TECNOLOGIA

Dig emerge do sigilo para ajudar as organizações a proteger seus dados em nuvens públicas – TechCrunch

Publicidade

[ad_1]

A Dig, uma startup de segurança de dados em nuvem com sede em Tel Aviv, emergiu da discrição com um investimento de US$ 11 milhões para ajudar as organizações a proteger os dados armazenados em nuvem pública ambientes.

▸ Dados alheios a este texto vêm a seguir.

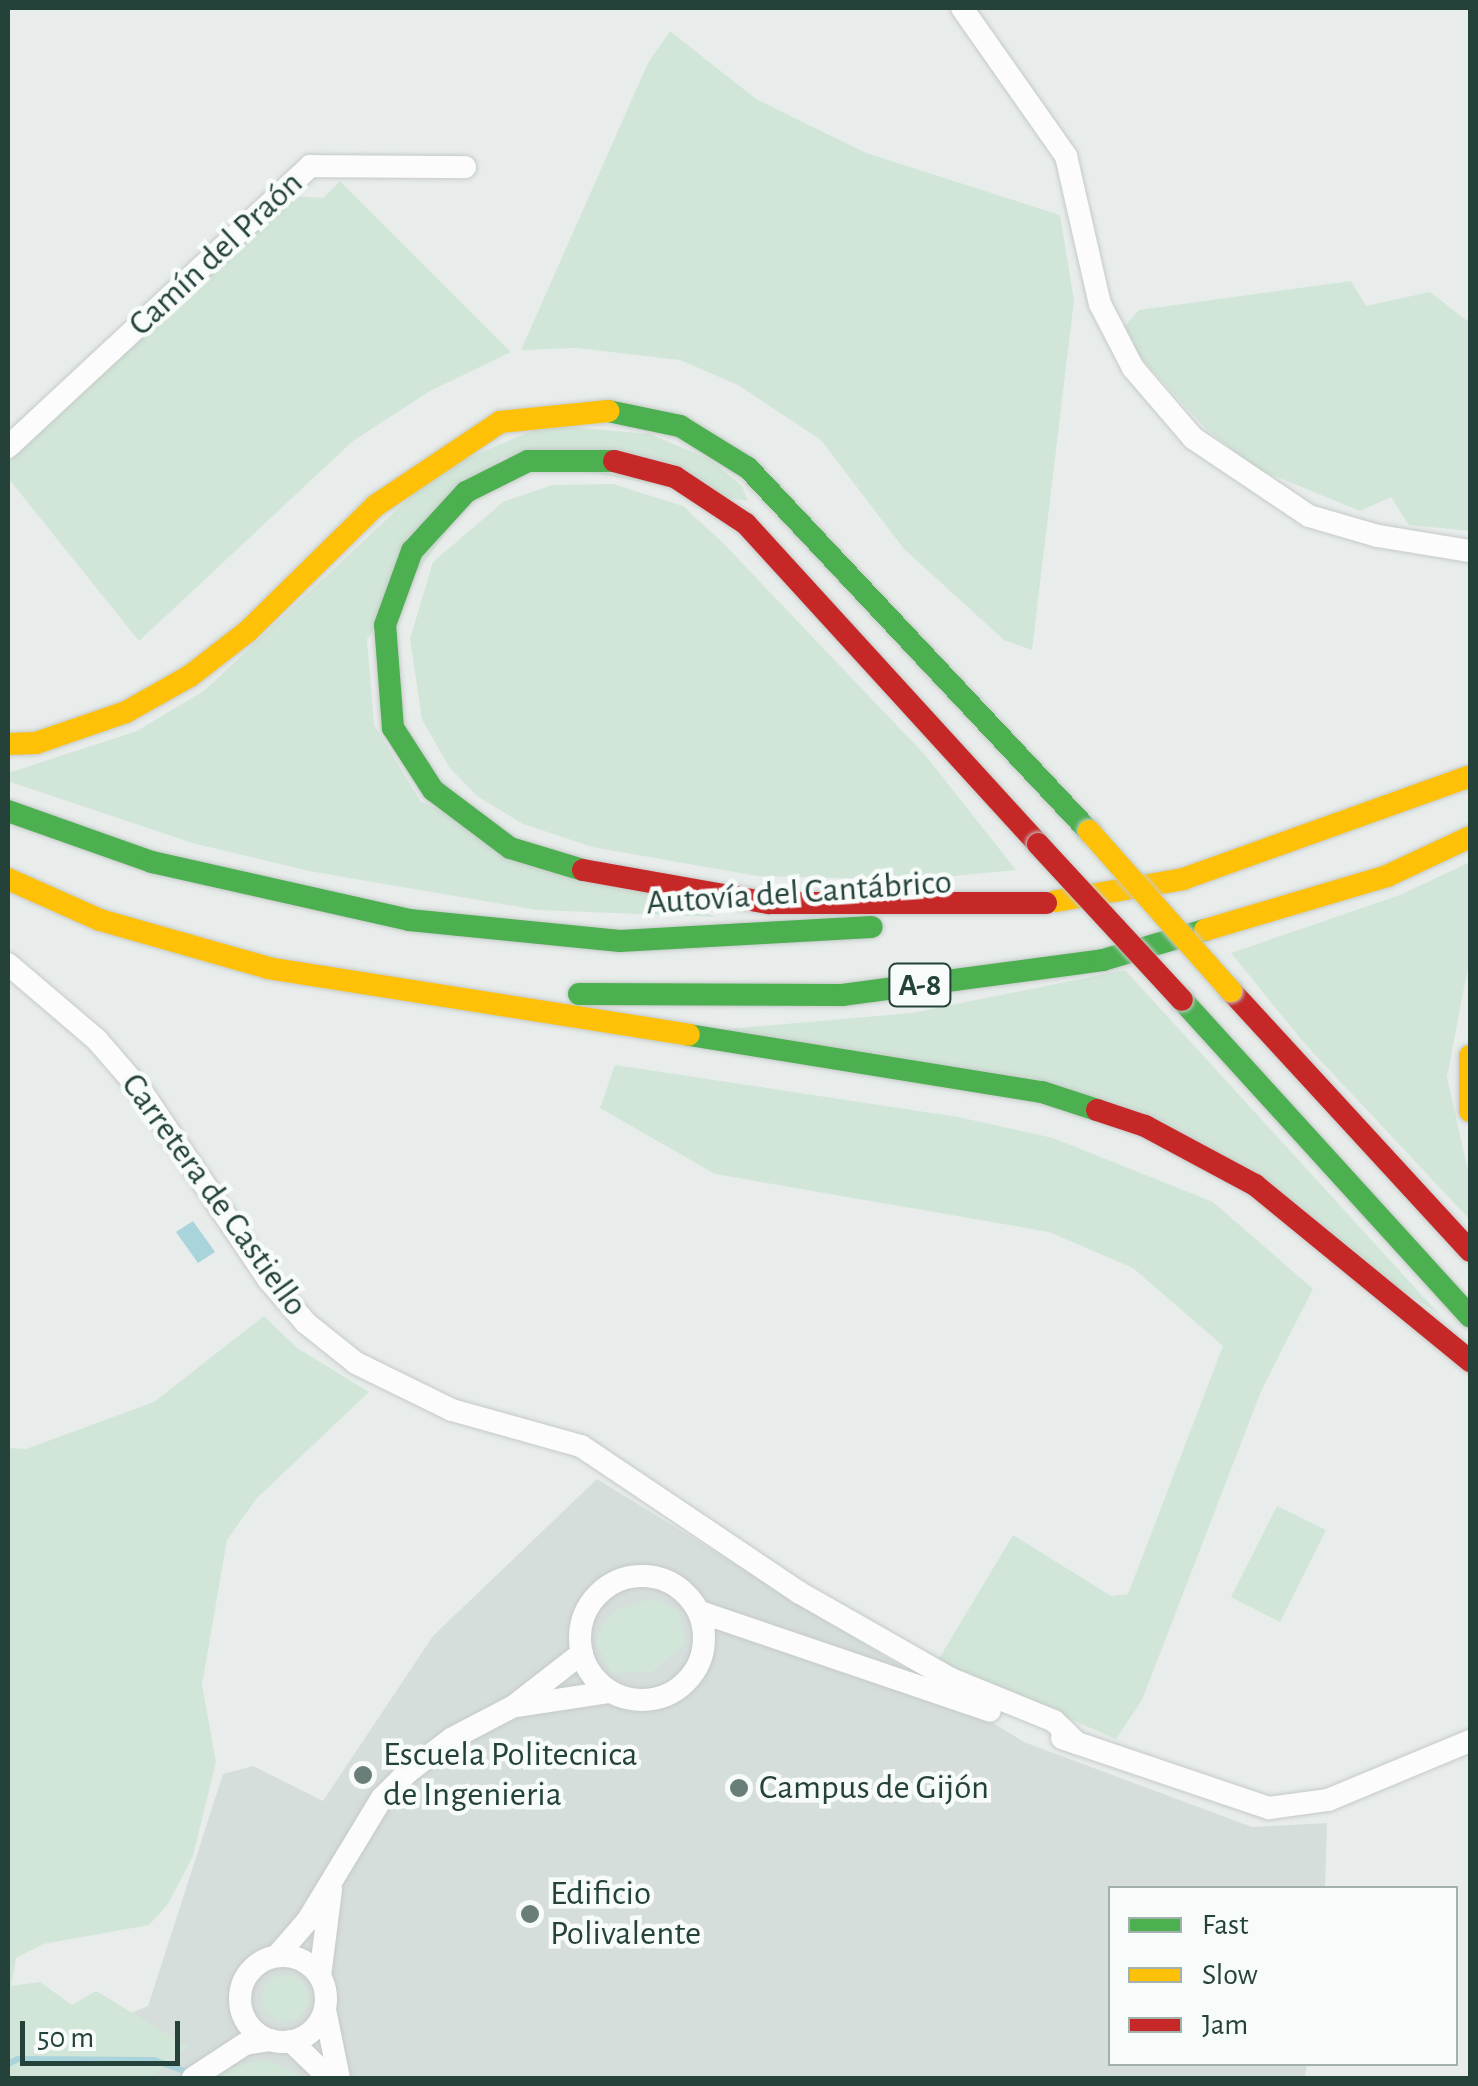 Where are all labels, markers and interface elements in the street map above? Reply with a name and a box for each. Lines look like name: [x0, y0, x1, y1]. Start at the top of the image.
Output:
street label: Camín del Praón: [120, 163, 312, 345]
street label: Autovía del Cantábrico: [645, 861, 953, 925]
road number: A-8: [888, 958, 952, 1012]
street label: Carretera de Castiello: [112, 1065, 316, 1325]
place label: Escuela Politecnica de Ingenieria: [383, 1734, 638, 1816]
marker: Escuela Politecnica de Ingenieria: [352, 1764, 374, 1786]
place label: Campus de Gijón: [759, 1767, 989, 1809]
marker: Campus de Gijón: [728, 1777, 750, 1799]
place label: Edificio Polivalente: [550, 1873, 701, 1955]
legend: [1108, 1886, 1458, 2066]
marker: Edificio Polivalente: [519, 1903, 541, 1925]
text: Fast: [1202, 1910, 1249, 1940]
text: Slow: [1202, 1960, 1258, 1990]
scale bar: [25, 2001, 185, 2063]
text: Jam: [1202, 2010, 1248, 2040]
text: 50 m: [37, 2023, 94, 2053] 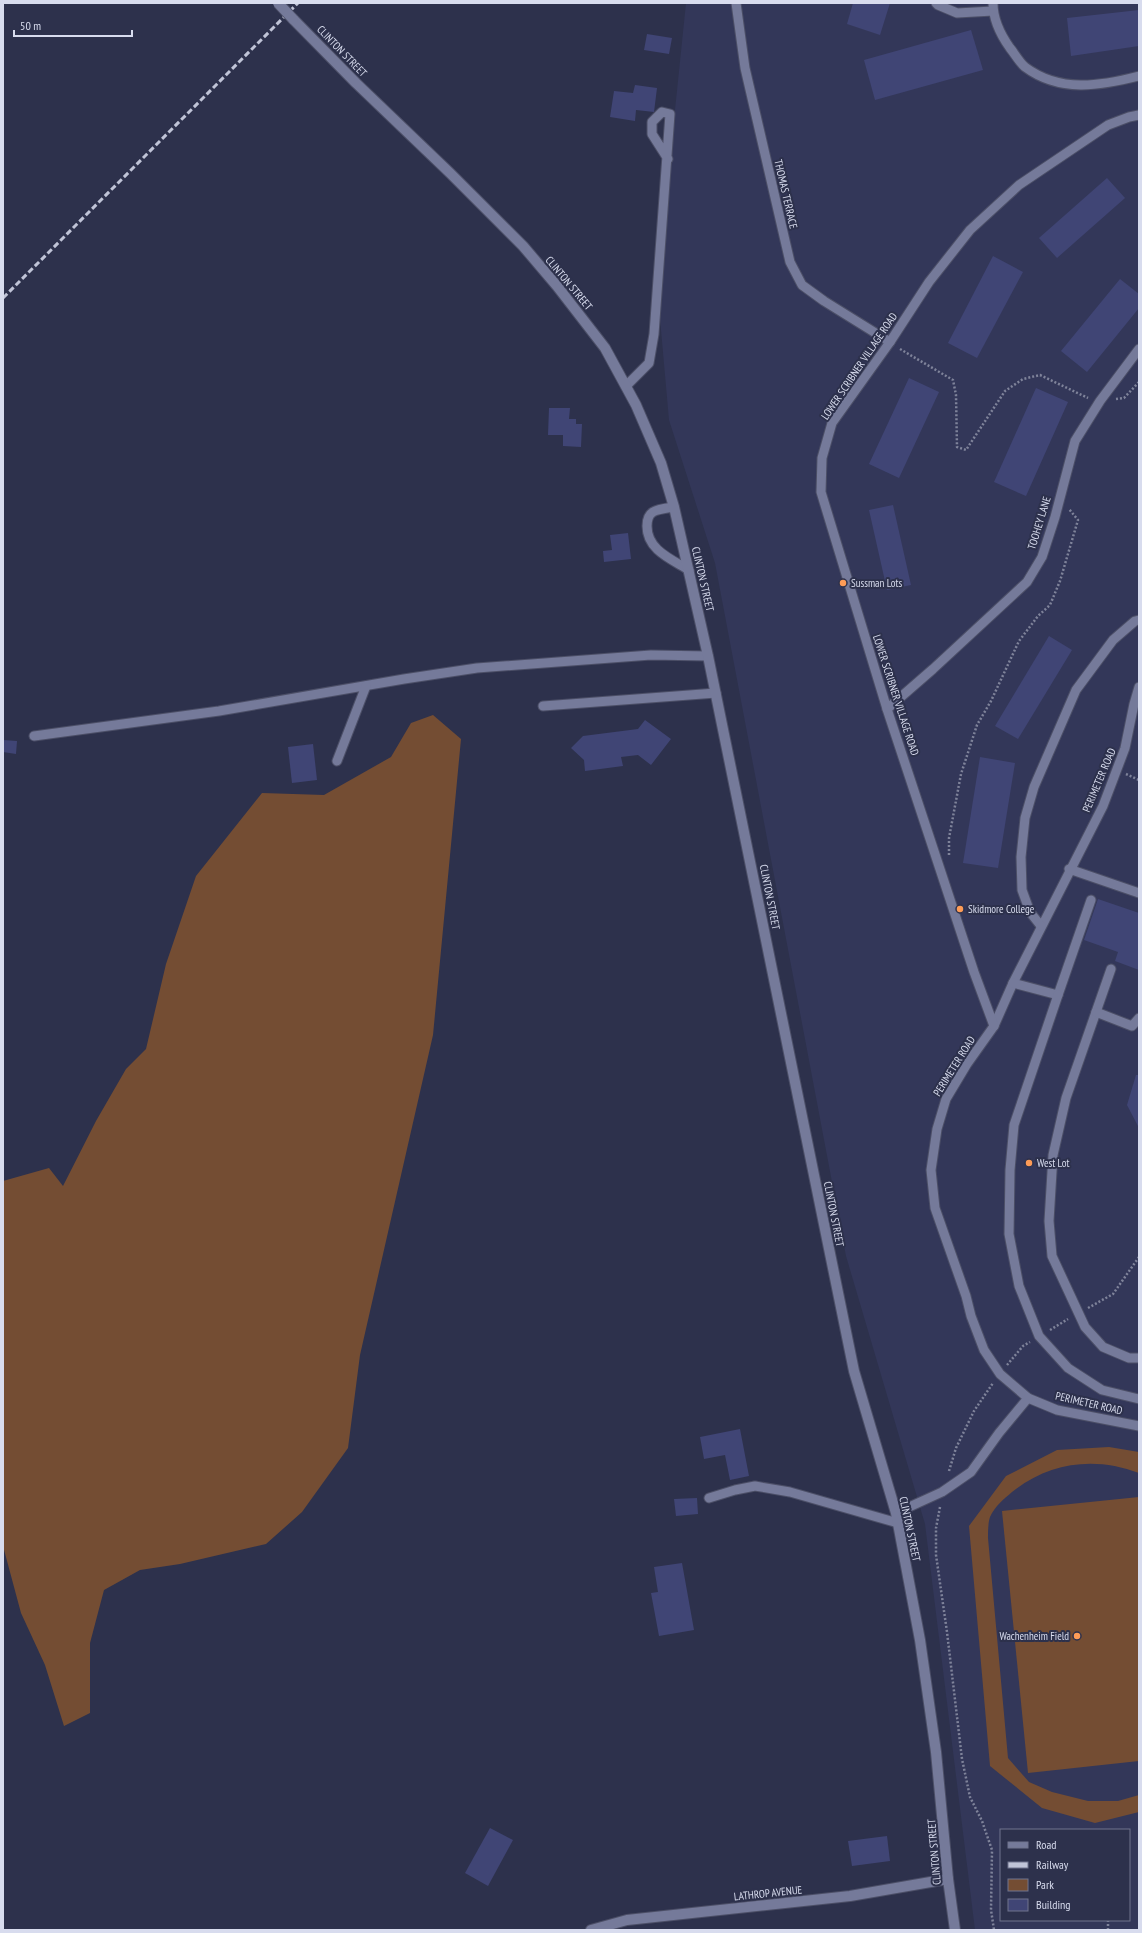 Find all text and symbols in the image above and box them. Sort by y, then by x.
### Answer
scale bar [14,12,132,38]
text: 50 m [20,18,41,33]
street label: CLINTON STREET [314,22,370,80]
street label: THOMAS TERRACE [771,158,801,230]
street label: CLINTON STREET [542,253,596,313]
street label: LOWER SCRIBNER VILLAGE ROAD [818,310,900,422]
street label: TOOHEY LANE [1024,494,1054,551]
street label: CLINTON STREET [689,545,717,613]
place label: Sussman Lots [851,576,902,590]
marker: Sussman Lots [838,578,848,588]
street label: LOWER SCRIBNER VILLAGE ROAD [870,633,922,757]
street label: PERIMETER ROAD [1079,746,1119,814]
street label: CLINTON STREET [757,863,783,931]
place label: Skidmore College [968,902,1035,916]
marker: Skidmore College [955,904,965,914]
street label: PERIMETER ROAD [930,1033,978,1099]
place label: West Lot [1037,1156,1069,1170]
marker: West Lot [1024,1158,1034,1168]
street label: CLINTON STREET [821,1180,847,1248]
street label: PERIMETER ROAD [1054,1389,1124,1418]
street label: CLINTON STREET [896,1495,924,1563]
place label: Wachenheim Field [999,1629,1069,1643]
marker: Wachenheim Field [1072,1631,1082,1641]
street label: CLINTON STREET [924,1818,944,1886]
legend [1000,1829,1130,1921]
text: Road [1036,1837,1056,1852]
text: Railway [1036,1857,1069,1872]
text: Park [1036,1877,1054,1892]
street label: LATHROP AVENUE [733,1882,803,1904]
text: Building [1036,1897,1071,1912] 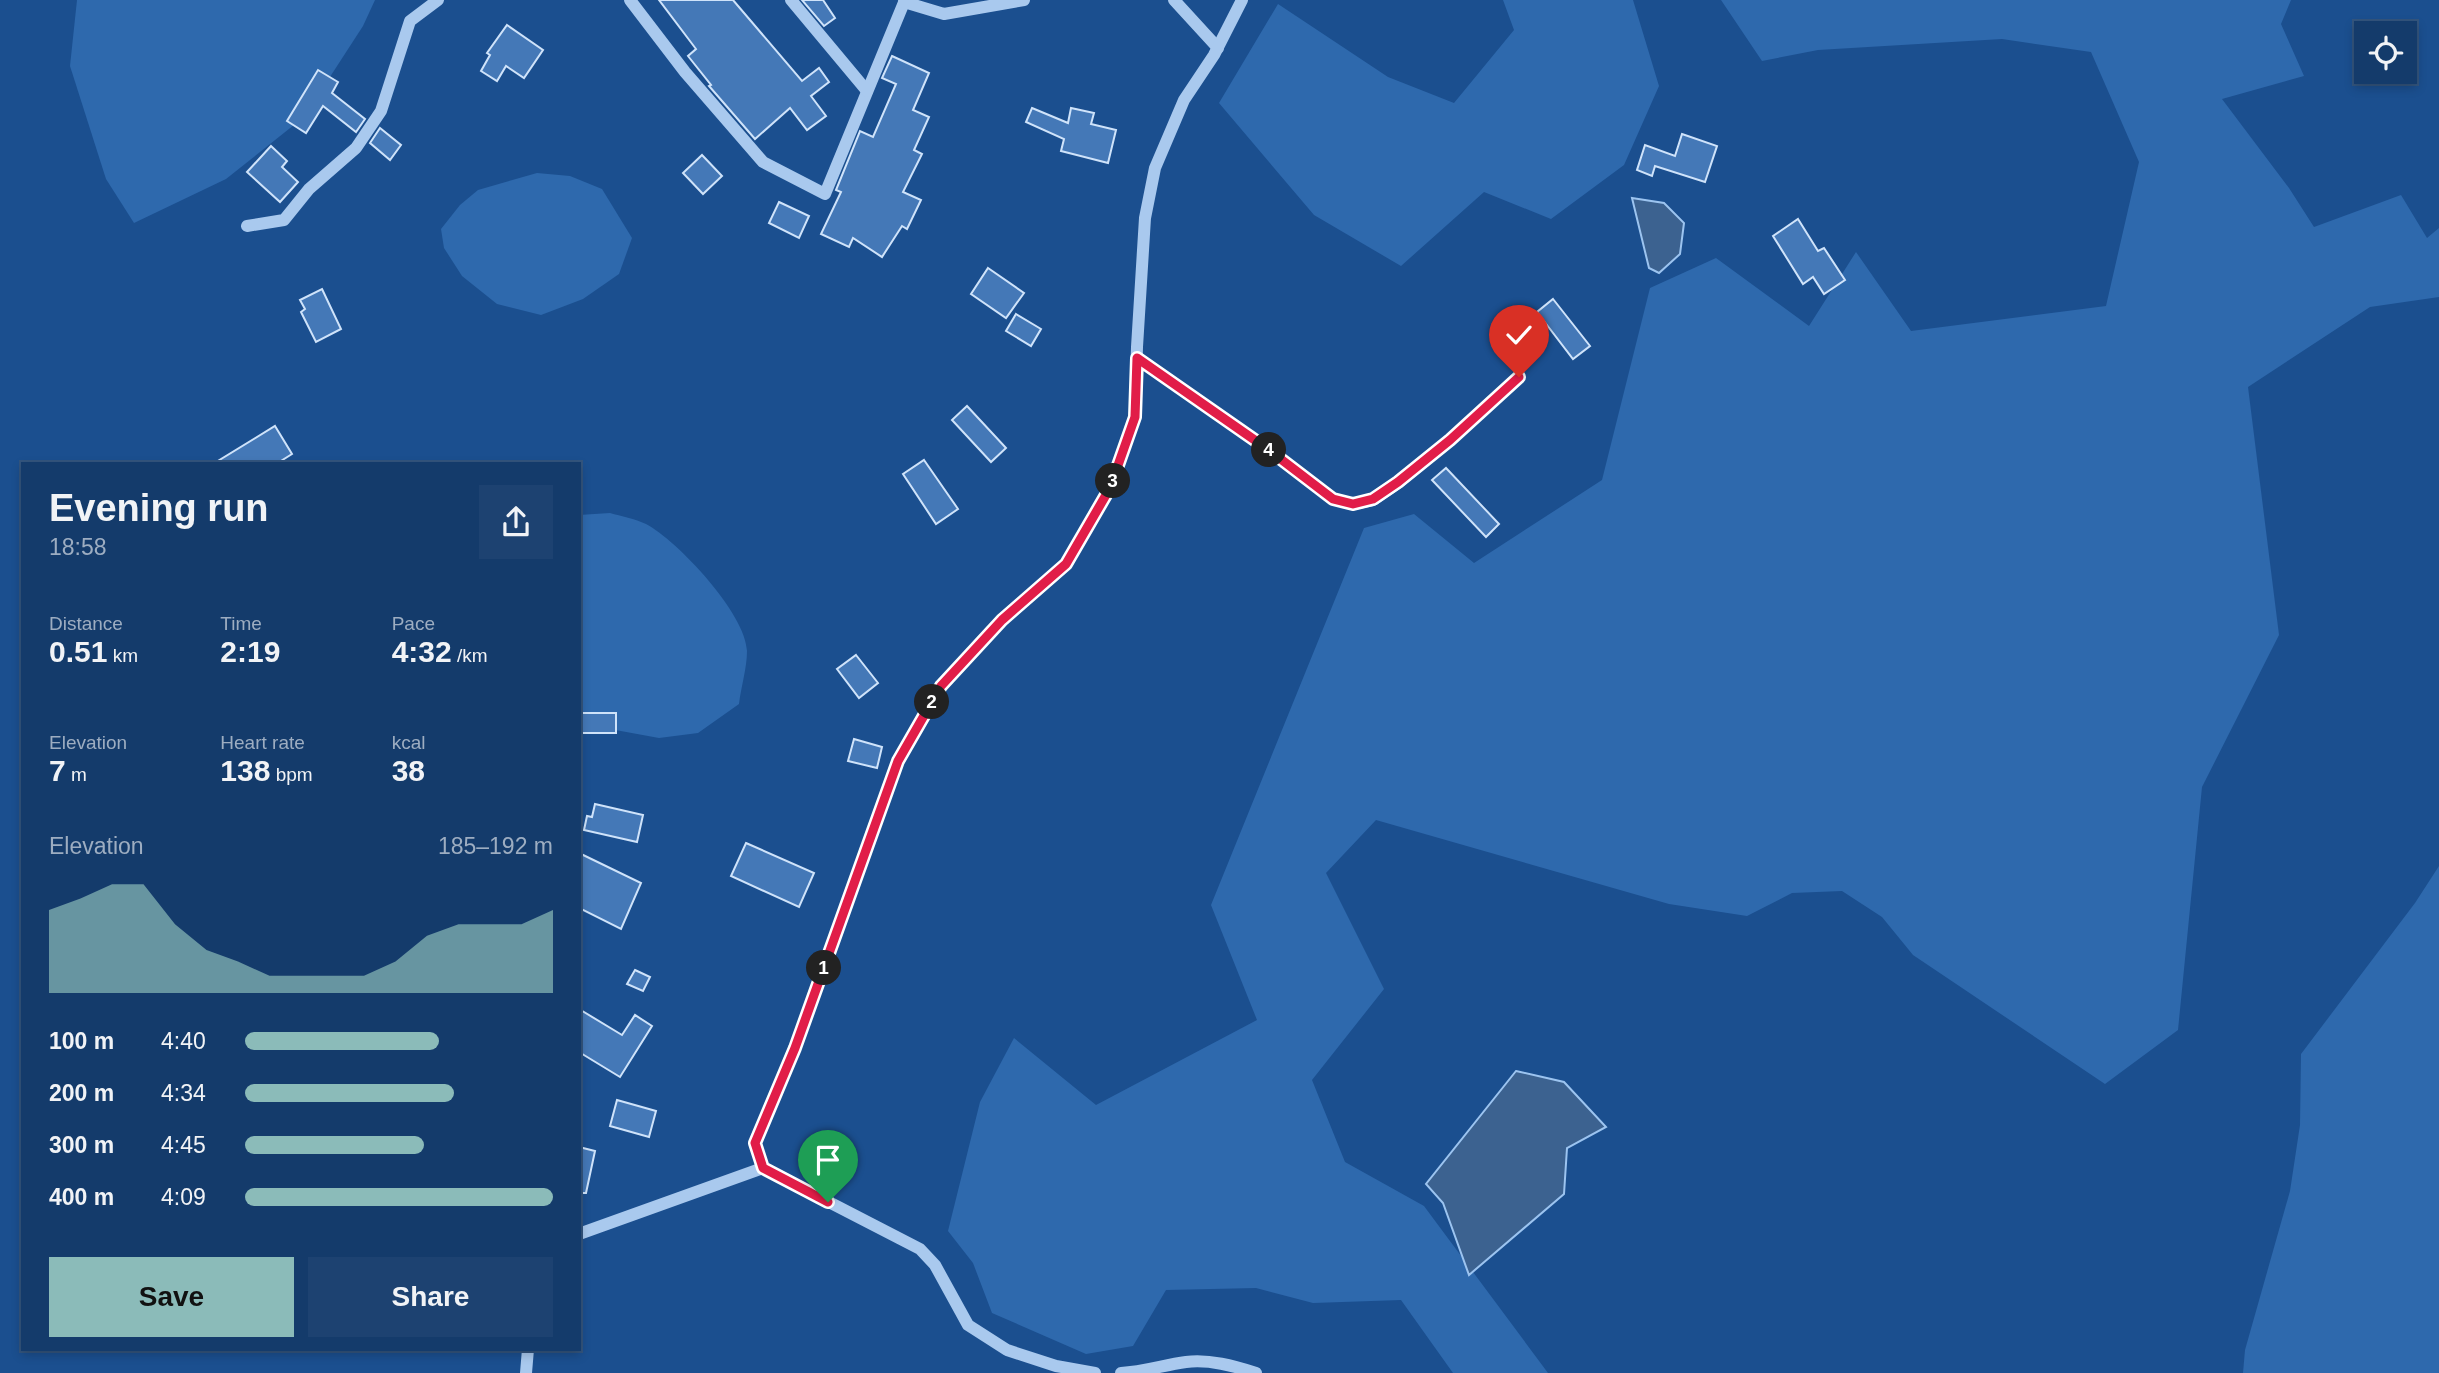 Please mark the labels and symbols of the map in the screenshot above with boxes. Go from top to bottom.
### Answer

Não é nenhum segredo que os dados são frequentemente o alvo ultimate para alguns cibercriminosos, mas muitas organizações não têm visibilidade, contexto ou controle sobre os dados armazenados em ambientes de nuvem pública – como os executados pela Amazon, Google e Microsoft – de acordo com Dig. É por isso que a startup desenvolveu uma solução de detecção e resposta de dados (DDR), que, segundo ela, pode ajudar as empresas a descobrir, proteger e controlar seus dados na nuvem em pace actual.

“As empresas não sabem quais dados mantêm na nuvem, onde estão ou, mais importante, como protegê-los. Eles têm ferramentas para proteger endpoints, redes, APIs, mas nada para proteger ativamente seus dados em nuvens públicas”, disse Dan Benjamin, cofundador e executivo-chefe da Dig, ao TechCrunch. Antes de fundar a Dig em outubro do ano passado, Benjamin liderou a segurança multinuvem na Microsoft e orientou CTOs em Google Cloud para startups.

Publicidade

“Se você falar com equipes de segurança de dados em grandes organizações hoje, a maioria delas trabalha com relatórios manuais e executa verificações manuais. Ajudamos as organizações a analisar e entender como esses dados estão sendo usados”, acrescentou.

Dig reivindicações, ao contrário das soluções existentes, analisa e responde instantaneamente a ameaças aos dados na nuvem, acionando alertas sobre atividades suspeitas ou anômalas, interrompendo ataques, exfiltração de dados e uso indevido de dados de funcionários. A solução — um aplicativo de instrument como serviço — descobre todos os ativos de dados em nuvens públicas e traz contexto de como eles são usados, além de acompanhar se cada fonte de dados suporta conformidade como SOC2 e HIPAA.

“Na outra semana, nos integramos com uma grande empresa financeira pública americana e, após cinco minutos, tivemos alertas. O que descobrimos é que todos os relatórios financeiros foram copiados para uma conta externa da AWS que não pertence a eles”, diz Benjamin. “Vemos coisas assim o pace todo porque ninguém tem visibilidade actual de como esses dados estão sendo usados.”

Benjamin, que fundou a startup ao lado dos empreendedores veteranos Ido Azran e Gad Akuka – as primeiras letras dos nomes dos cofundadores soletram “Dig” – disse ao TechCrunch que o Dig atualmente trabalha com Microsoft Azure e AWS, com suporte para o Google Cloud Platform em breve. . Seu objetivo ultimate, no entanto, é expandir além das nuvens públicas para fornecer uma solução para proteger os dados onde quer que estejam em uma organização.

“Os dados ficam em cinco locais principais para uma empresa típica; endpoints, email, on-premise, SaaS e nuvens públicas”, diz Benjamin. “Cobrimos apenas nuvens públicas, mas acredito que, eventualmente, os clientes desejarão uma plataforma única que proteja os dados onde quer que estejam.”

Com sua rodada inicial de US$ 11 milhões liderada pela Team8, com participação da CrowdStrike, CyberArk e Merlin Ventures, a Dig planeja aumentar seu número de funcionários de 30 para 50 até o ultimate do ano, inclusive nos EUA. Benjamin observando que a startup “ainda tem muito a fazer” em relação à descoberta, contexto e proteção contra ameaças.

[ad_2]

Fonte da Notícia

Publicidade

Osmar Queiroz

Osmar é um editor especializado em tecnologia, com anos de experiência em comunicação digital e produção de conteúdo voltado para inovação, ciência e tecnologia.